Objective: We investigated whether continuous exposure of infant mice to aerosolized endotoxin, allergen, or both inhibits subsequent allergen-induced immune and inflammatory responses.
Methods: Infant BALB/c mice were pre-exposed to aerosolized endotoxin, ovalbumin (OVA), or both (3 times a week for the first 4 weeks of life) before systemic sensitization (days 1-14) and repeated airway challenge (days 28-30) with OVA.
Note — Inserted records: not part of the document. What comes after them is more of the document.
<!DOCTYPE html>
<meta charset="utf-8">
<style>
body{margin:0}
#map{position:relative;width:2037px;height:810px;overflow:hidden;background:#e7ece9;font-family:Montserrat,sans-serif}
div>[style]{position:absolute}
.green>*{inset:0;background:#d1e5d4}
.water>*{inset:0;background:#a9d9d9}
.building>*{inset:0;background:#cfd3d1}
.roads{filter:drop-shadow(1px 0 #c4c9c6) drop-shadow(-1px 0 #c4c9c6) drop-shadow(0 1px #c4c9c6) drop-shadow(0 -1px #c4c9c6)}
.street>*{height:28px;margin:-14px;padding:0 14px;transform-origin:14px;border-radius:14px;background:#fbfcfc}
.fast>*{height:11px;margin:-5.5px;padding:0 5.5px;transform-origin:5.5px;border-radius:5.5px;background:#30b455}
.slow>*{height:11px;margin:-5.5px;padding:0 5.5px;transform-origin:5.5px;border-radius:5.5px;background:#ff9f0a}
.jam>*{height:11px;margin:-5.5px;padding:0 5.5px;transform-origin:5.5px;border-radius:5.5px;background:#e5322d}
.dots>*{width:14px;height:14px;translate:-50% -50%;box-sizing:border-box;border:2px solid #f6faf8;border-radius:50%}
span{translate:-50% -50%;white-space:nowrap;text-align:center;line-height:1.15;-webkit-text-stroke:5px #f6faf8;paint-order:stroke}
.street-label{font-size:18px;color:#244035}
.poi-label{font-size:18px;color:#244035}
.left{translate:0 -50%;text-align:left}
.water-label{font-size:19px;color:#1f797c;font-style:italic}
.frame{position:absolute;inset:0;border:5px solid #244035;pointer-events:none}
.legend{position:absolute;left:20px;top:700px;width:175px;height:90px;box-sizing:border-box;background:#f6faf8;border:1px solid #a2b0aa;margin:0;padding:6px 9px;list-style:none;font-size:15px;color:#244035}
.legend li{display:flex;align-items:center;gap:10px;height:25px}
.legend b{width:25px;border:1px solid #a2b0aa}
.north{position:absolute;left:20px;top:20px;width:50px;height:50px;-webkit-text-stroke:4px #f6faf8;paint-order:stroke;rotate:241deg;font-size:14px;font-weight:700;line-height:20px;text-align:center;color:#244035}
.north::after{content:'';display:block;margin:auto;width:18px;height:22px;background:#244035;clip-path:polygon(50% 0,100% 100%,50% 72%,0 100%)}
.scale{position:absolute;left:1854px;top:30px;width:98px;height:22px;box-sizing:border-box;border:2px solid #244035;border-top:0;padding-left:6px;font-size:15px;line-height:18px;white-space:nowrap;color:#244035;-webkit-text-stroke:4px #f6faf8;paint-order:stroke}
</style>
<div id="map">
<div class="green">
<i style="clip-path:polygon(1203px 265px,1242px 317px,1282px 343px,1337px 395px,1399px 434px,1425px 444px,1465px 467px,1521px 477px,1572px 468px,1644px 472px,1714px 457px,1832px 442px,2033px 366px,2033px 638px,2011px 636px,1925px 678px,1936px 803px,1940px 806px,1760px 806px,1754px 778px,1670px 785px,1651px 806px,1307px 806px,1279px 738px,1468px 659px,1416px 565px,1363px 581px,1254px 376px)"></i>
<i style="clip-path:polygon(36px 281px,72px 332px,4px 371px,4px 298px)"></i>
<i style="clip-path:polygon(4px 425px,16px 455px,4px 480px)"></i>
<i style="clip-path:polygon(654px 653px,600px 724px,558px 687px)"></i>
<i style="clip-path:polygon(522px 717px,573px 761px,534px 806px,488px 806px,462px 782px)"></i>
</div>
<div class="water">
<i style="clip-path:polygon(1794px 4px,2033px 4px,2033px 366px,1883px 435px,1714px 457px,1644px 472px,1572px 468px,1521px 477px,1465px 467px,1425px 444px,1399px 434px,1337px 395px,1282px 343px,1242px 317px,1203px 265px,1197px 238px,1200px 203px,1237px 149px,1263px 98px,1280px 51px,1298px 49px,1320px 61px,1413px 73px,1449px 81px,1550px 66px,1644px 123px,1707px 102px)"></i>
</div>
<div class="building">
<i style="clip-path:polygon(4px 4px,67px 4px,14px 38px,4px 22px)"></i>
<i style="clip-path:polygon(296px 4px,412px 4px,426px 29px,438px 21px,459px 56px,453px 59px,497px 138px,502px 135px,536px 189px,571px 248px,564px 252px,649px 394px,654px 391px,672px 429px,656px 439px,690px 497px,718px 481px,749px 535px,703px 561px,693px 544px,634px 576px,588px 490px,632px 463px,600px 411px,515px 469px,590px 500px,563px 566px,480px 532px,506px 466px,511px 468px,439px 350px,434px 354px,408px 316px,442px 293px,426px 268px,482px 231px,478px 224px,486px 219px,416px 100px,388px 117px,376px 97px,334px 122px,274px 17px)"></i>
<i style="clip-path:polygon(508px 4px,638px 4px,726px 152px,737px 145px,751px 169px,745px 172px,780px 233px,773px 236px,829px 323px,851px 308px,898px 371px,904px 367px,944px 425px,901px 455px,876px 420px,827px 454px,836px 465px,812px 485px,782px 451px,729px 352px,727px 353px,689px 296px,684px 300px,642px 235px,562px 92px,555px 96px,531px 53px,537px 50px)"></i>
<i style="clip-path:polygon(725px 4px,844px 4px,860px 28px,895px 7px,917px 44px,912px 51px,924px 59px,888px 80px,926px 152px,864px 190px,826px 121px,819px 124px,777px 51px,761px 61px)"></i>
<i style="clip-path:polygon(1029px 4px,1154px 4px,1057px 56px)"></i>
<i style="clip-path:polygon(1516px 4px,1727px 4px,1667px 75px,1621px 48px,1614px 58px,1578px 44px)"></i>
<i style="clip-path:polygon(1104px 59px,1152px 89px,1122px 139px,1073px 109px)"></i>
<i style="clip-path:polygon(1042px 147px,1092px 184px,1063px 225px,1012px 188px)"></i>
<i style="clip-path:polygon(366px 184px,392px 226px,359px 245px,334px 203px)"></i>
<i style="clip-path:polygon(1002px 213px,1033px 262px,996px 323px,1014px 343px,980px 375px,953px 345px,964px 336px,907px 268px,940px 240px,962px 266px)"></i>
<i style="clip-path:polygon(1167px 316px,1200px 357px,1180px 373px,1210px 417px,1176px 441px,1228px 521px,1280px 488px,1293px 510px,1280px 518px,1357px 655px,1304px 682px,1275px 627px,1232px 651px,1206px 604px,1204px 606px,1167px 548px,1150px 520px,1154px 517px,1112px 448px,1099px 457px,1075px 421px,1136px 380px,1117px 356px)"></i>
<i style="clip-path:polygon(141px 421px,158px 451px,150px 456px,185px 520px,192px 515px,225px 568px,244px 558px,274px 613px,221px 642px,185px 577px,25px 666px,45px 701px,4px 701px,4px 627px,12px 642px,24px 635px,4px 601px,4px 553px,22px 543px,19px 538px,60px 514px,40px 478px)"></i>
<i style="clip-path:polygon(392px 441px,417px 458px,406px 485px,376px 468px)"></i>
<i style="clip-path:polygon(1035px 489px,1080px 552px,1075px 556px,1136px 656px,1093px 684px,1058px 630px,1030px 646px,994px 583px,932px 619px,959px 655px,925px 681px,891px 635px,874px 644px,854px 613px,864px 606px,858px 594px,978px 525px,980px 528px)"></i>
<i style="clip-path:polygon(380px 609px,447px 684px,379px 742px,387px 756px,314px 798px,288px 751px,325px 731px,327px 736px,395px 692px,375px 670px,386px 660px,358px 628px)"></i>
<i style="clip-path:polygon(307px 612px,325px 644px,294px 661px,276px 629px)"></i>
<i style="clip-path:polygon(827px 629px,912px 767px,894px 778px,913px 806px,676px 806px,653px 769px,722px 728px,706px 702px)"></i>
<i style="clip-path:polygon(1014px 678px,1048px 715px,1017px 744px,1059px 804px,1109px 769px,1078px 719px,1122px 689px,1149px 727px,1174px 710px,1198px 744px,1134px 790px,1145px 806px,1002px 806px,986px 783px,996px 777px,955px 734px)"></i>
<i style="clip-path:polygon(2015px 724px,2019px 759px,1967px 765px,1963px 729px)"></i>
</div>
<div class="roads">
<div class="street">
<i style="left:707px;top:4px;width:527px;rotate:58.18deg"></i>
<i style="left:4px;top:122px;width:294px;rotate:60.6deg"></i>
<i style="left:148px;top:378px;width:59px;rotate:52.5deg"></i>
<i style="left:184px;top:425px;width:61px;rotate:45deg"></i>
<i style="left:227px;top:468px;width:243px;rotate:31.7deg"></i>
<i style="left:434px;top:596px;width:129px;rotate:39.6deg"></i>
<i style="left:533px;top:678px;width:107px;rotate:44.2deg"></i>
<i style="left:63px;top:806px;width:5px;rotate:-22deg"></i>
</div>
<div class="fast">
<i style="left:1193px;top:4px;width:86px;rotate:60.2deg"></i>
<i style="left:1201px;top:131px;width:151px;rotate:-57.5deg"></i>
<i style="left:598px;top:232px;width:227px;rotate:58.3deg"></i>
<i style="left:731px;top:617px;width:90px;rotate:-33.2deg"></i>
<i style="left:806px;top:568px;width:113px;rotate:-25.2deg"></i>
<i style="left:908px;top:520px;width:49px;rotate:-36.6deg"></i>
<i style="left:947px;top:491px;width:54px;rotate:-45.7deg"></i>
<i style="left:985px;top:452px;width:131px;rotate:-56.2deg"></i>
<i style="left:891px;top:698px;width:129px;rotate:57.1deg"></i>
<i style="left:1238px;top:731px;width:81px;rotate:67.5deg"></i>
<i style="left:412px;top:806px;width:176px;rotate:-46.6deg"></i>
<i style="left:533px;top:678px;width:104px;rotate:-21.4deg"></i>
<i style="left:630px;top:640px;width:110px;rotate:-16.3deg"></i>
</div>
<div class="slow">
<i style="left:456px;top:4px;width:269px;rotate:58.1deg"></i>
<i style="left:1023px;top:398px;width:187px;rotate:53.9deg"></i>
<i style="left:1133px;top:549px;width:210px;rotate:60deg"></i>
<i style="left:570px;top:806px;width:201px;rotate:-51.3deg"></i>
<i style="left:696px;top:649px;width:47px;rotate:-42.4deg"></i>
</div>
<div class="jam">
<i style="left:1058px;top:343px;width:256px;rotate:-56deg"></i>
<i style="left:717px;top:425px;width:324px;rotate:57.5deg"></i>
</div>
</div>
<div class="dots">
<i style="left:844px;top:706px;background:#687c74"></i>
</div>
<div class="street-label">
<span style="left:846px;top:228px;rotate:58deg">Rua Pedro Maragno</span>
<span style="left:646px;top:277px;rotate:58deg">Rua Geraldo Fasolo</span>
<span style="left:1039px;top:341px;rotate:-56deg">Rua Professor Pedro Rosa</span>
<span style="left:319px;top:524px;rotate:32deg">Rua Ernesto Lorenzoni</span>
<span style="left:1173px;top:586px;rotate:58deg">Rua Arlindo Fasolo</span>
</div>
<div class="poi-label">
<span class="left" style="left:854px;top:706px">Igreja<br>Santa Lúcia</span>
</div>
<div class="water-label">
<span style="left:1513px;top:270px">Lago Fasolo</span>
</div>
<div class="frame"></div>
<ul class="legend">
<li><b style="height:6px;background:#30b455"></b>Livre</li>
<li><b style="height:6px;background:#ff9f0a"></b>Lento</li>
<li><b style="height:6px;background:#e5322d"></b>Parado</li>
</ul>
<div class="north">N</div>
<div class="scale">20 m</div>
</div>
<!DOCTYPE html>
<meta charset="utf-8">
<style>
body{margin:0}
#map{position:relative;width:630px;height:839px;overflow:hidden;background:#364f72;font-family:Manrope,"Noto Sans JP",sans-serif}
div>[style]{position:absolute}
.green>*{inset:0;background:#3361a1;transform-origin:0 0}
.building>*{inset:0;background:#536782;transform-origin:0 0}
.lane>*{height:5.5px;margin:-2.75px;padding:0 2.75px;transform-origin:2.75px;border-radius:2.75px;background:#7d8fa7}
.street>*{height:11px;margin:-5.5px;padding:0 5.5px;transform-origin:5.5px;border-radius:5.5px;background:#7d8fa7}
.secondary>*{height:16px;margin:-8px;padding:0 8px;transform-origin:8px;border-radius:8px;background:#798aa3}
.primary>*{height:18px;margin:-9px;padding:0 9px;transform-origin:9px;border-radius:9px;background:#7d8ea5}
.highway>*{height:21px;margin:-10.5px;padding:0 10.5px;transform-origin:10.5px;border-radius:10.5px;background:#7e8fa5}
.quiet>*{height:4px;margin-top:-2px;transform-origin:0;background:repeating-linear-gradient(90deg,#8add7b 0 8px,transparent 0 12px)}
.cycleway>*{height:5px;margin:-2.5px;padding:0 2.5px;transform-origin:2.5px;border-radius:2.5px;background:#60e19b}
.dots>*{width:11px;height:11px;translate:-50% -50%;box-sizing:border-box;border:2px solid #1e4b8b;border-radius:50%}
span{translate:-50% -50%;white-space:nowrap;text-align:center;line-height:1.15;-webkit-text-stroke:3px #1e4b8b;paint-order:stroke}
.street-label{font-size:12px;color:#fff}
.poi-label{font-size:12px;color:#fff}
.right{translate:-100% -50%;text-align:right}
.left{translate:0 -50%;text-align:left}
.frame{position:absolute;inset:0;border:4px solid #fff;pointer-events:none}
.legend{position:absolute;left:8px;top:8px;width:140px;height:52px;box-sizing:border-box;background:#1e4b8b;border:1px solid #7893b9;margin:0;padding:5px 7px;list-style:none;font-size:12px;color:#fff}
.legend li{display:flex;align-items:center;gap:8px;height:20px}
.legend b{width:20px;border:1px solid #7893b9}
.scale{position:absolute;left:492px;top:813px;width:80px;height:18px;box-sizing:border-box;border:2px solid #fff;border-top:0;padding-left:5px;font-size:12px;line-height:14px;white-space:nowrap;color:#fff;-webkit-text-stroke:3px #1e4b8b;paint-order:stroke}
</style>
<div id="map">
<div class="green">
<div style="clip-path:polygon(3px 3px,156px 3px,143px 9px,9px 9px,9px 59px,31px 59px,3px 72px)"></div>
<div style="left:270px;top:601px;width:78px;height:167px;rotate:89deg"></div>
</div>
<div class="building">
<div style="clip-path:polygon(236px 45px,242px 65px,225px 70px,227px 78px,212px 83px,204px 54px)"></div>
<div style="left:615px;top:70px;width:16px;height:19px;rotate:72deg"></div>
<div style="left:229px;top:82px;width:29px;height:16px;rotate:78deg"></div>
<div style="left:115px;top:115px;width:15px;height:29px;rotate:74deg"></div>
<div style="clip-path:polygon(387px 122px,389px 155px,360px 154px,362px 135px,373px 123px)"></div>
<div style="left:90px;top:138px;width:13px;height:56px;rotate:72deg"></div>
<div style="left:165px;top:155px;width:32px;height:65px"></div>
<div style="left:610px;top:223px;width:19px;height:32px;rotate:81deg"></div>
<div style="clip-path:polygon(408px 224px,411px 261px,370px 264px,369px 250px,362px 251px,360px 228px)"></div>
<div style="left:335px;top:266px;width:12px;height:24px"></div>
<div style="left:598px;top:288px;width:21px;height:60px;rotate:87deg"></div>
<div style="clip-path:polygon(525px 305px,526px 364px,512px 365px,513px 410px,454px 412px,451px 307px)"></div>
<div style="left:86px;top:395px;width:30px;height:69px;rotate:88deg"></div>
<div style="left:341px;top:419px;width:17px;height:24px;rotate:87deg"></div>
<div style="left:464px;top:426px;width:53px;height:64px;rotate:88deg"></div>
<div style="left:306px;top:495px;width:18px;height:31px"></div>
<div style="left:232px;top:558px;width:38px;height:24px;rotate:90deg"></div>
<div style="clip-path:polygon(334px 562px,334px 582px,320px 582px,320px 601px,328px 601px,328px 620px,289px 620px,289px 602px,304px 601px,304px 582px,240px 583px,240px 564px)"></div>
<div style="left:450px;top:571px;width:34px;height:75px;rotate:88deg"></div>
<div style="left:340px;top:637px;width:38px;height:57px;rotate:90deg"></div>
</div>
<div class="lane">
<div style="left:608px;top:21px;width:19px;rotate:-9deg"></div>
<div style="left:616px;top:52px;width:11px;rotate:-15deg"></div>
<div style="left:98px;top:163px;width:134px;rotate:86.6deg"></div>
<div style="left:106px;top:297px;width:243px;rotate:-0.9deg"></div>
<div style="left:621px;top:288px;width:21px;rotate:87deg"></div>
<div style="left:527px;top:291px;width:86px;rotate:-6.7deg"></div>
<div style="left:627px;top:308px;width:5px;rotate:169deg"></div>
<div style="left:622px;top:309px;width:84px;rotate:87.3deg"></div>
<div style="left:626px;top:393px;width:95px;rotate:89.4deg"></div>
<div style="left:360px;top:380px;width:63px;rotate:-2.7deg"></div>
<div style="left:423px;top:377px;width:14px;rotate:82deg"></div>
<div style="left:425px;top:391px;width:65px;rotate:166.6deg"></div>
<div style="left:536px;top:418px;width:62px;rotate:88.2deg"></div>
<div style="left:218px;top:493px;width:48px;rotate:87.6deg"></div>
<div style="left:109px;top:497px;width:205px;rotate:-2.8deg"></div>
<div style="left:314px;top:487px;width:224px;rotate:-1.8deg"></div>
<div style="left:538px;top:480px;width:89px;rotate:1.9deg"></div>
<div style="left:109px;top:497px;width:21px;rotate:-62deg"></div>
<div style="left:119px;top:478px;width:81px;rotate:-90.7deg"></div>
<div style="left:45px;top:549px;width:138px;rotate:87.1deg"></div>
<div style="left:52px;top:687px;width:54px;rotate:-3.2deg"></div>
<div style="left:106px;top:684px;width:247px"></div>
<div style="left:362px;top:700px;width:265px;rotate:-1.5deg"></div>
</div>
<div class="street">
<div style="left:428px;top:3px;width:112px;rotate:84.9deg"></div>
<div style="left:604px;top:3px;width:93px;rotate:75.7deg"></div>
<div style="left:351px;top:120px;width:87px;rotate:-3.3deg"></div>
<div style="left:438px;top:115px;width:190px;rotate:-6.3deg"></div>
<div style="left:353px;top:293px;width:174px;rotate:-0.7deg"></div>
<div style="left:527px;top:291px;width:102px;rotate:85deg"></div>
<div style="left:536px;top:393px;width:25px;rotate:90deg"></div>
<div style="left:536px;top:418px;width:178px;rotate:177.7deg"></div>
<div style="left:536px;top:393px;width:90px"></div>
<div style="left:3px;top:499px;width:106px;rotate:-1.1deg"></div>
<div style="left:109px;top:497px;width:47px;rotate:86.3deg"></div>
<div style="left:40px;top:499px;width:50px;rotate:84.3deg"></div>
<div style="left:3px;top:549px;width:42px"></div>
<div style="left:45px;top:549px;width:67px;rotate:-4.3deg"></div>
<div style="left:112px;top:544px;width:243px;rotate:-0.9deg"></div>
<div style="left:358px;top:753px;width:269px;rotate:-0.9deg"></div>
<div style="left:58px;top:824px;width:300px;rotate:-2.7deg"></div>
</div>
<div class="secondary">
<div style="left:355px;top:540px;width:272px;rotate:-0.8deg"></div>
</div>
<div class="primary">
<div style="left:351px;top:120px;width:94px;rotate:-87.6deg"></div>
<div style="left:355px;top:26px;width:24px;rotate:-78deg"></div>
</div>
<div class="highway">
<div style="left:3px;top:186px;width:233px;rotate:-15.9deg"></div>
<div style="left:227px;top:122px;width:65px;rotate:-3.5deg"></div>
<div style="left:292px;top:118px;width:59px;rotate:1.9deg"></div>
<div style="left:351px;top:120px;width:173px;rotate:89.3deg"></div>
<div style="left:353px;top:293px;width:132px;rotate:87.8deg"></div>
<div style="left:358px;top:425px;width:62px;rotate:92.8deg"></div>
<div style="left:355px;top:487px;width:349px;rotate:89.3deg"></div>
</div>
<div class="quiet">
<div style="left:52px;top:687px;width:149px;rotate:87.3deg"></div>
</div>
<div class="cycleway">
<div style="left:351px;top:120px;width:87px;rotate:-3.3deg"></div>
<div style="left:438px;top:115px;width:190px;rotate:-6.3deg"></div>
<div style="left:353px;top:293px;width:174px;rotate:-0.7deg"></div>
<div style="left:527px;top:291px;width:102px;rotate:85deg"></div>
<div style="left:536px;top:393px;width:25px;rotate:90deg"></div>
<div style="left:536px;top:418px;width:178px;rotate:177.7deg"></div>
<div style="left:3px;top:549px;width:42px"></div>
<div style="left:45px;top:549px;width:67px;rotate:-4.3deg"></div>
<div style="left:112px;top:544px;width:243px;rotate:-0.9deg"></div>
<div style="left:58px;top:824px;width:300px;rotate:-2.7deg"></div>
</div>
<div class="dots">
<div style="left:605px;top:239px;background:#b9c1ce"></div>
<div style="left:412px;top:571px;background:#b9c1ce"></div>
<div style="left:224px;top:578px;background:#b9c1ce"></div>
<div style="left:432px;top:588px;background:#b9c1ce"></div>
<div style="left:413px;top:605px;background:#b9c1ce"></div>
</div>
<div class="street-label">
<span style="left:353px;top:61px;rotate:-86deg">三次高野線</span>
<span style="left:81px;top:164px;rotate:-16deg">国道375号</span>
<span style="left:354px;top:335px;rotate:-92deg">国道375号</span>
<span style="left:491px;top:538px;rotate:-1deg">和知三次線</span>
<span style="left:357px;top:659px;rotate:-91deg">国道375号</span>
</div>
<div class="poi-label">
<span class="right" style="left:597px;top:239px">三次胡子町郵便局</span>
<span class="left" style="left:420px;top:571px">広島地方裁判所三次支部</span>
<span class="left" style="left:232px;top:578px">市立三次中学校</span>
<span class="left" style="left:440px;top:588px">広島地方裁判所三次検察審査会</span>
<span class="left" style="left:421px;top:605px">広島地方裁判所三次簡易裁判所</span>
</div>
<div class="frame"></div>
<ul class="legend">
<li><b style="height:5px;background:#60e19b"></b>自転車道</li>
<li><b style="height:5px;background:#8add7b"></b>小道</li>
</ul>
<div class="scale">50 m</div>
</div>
Results: Compared with that seen in negative control animals, systemic sensitization and airway allergen challenges induced high serum levels of allergen-specific IgE (0.7 +/- 0.09 vs 0.02 +/- 0.01 OD units), predominant T(H)2-type cytokine production (IL-5 by splenic mononuclear cells in vitro, 1.2 +/- 0.2 vs 0.04 +/- 0.06 ng/mL), airway inflammation (bronchoalveolar lavage fluid leukocytes, 125 +/- 15 vs 64 +/- 7/microL; eosinophils, 28 +/- 5 vs 1 +/- 0/microL) and development of in vivo airway hyperreactivity (maximal enhanced pause, 11 +/- 1.9 vs 4 +/- 0.2). Pre-exposure with LPS before sensitization increased production of specific IgG2a (67 +/- 10 vs 32 +/- 5 U/mL) but failed to prevent T(H)2-mediated immune responses. Pre-exposure with OVA or with OVA plus LPS completely suppressed allergen sensitization, airway inflammation, and development of in vivo airway hyperreactivity; values were similar to those of negative control animals. Inhibition was due to allergen-specific T-cell anergy indicated by omitted allergen-specific T(H)2 and T(H)1 immune responses. In addition, combined exposure to endotoxin and allergen induced a general shift toward an unspecific T(H)1 immune response.
Conclusion: Exposure with endotoxins before allergen sensitization is not able to induce unresponsiveness but might decrease the susceptibility for sensitization to a variety of common allergens.